1. **Profiling & completeness** (Week 5–6)  
2. **Duplicate detection** (Week 8)  
3. **Rule-based and pattern-based repairs** (Week 10–11)  
4. **Outlier / anomaly handling** (Week 7)  
5. **Residual unmatched champions** (integration refinement, Week 13)  
6. **Provenance & reproducibility** (Week 14–15)

The cleaned dataset will be stored as `tft_units_long_clean.parquet` (or `.csv.gz` fallback) for downstream modeling.


In [1]:
# Imports & environment snapshot
import sys, platform, json, re
import numpy as np
import pandas as pd
from pathlib import Path

print("Python:", sys.version.split()[0])
print("pandas:", pd.__version__)
np.random.seed(42)

# Project paths
PROJ_ROOT   = Path.cwd().parent
CURATED_DIR = PROJ_ROOT / "curated"

# Safe load (parquet preferred)
def safe_load(base: Path):
    """Load <base>.parquet if present, else <base>.csv.gz."""
    pq = base.with_suffix(".parquet")
    gz = base.with_suffix(".csv.gz")
    if pq.exists():
        return pd.read_parquet(pq)
    elif gz.exists():
        return pd.read_csv(gz, compression="gzip")
    else:
        raise FileNotFoundError(f"No {pq.name} or {gz.name} found.")

# Load integrated table
units = safe_load(CURATED_DIR / "tft_units_long")
print("Loaded shape:", units.shape)

Python: 3.12.3
pandas: 2.2.3
Loaded shape: (3591, 11)


In [3]:
# 📌 Quick profiling summary
summary = (
    units.isna().mean().to_frame("missing_ratio")
         .join(units.nunique().to_frame("n_unique"))
         .join((units.memory_usage(deep=True) / 1e6)
               .to_frame("mem_MB"))
)
display(summary.sort_values("missing_ratio", ascending=False))
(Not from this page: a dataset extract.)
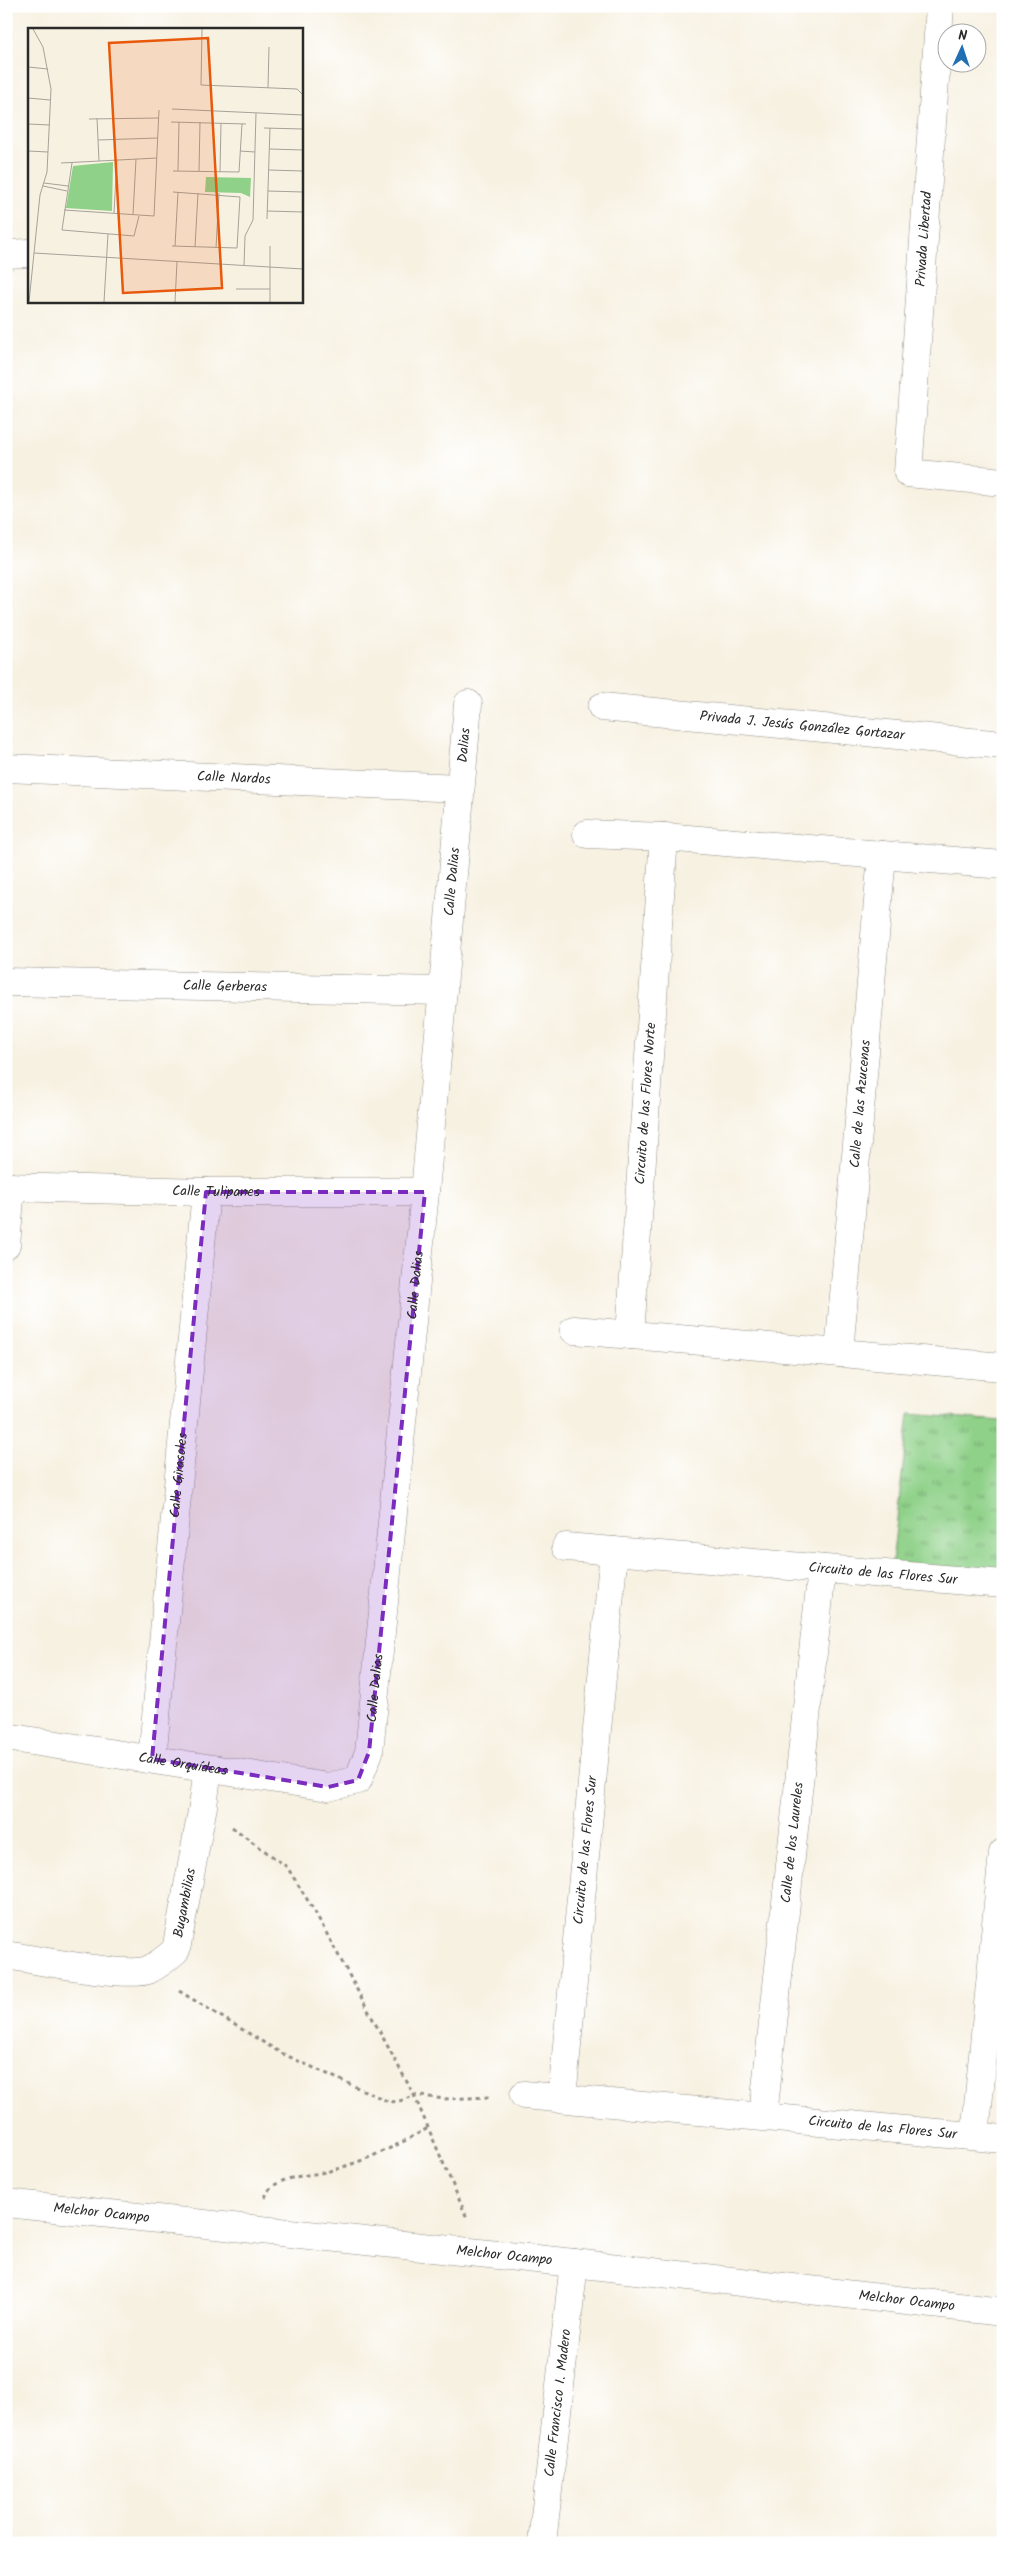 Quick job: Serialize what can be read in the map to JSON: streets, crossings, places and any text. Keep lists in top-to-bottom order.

Unnamed: 0,missing_ratio,n_unique,mem_MB
name,0.220273,85,0.179812
id,0.220273,85,0.179566
title,0.220273,85,0.214346
championId,0.220273,85,0.028728
championKey,0.007519,108,0.197765
match_id,0.0,50,0.226233
puuid,0.0,334,0.455082
units,0.0,400,0.47642
star_level,0.0,4,0.028728
unit_list,0.0,277,0.205646


In [4]:
# 📌 Row-level duplication
dup_rows = units.duplicated().sum()
print("Exact duplicate rows:", dup_rows)

# 📌 Logical key duplication: match_id + puuid + champRaw
dup_keys = units.duplicated(subset=["match_id", "puuid", "champRaw"]).sum()
print("Duplicate (match_id, puuid, champRaw):", dup_keys)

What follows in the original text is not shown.